__DIRECTIONS FOR THIS TASK__
The first line of the entries below, the line containing "List all labels, markers", and every line between them should be repeated exactly, and nothing else.

Data extracted from a collection:
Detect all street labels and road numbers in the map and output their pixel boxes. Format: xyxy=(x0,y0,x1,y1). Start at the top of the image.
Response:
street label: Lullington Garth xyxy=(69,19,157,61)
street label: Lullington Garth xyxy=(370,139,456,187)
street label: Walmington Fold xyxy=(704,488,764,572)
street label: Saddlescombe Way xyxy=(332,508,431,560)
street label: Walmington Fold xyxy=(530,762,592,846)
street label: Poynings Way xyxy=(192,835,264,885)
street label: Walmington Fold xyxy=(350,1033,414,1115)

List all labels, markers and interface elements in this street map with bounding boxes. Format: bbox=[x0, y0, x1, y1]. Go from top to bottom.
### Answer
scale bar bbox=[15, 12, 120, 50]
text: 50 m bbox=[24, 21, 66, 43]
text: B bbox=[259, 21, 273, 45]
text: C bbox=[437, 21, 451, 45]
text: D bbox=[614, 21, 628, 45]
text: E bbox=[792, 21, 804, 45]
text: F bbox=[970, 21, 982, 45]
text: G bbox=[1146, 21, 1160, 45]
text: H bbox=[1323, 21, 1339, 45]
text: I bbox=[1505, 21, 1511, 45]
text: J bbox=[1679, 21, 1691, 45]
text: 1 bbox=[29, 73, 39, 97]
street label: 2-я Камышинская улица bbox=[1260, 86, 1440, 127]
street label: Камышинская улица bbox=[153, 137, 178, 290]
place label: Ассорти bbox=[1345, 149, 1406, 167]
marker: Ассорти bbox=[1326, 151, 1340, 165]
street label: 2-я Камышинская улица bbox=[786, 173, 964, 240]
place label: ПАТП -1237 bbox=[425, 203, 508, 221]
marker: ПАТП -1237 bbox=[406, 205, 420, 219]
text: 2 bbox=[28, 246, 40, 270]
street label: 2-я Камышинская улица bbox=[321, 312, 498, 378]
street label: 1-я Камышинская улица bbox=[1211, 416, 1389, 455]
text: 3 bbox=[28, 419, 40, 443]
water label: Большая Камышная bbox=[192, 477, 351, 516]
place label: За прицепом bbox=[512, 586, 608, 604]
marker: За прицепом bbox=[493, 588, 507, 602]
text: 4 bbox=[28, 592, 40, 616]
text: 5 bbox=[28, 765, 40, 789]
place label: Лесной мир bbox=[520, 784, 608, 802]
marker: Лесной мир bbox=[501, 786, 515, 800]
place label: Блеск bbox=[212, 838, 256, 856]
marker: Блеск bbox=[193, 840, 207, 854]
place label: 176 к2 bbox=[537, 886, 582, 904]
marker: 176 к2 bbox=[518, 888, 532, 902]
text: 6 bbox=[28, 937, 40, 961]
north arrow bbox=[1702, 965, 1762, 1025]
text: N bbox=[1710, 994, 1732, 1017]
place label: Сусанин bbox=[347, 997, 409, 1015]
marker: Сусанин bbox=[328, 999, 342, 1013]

__ANSWER SECTION__
Detect all street labels and road numbers in the map and output their pixel boxes. Format: xyxy=(x0,y0,x1,y1). Start at the top of the image.
Response:
street label: Lullington Garth xyxy=(69,19,157,61)
street label: Lullington Garth xyxy=(370,139,456,187)
street label: Walmington Fold xyxy=(704,488,764,572)
street label: Saddlescombe Way xyxy=(332,508,431,560)
street label: Walmington Fold xyxy=(530,762,592,846)
street label: Poynings Way xyxy=(192,835,264,885)
street label: Walmington Fold xyxy=(350,1033,414,1115)

List all labels, markers and interface elements in this street map with bounding boxes. Format: bbox=[x0, y0, x1, y1]. Go from top to bottom.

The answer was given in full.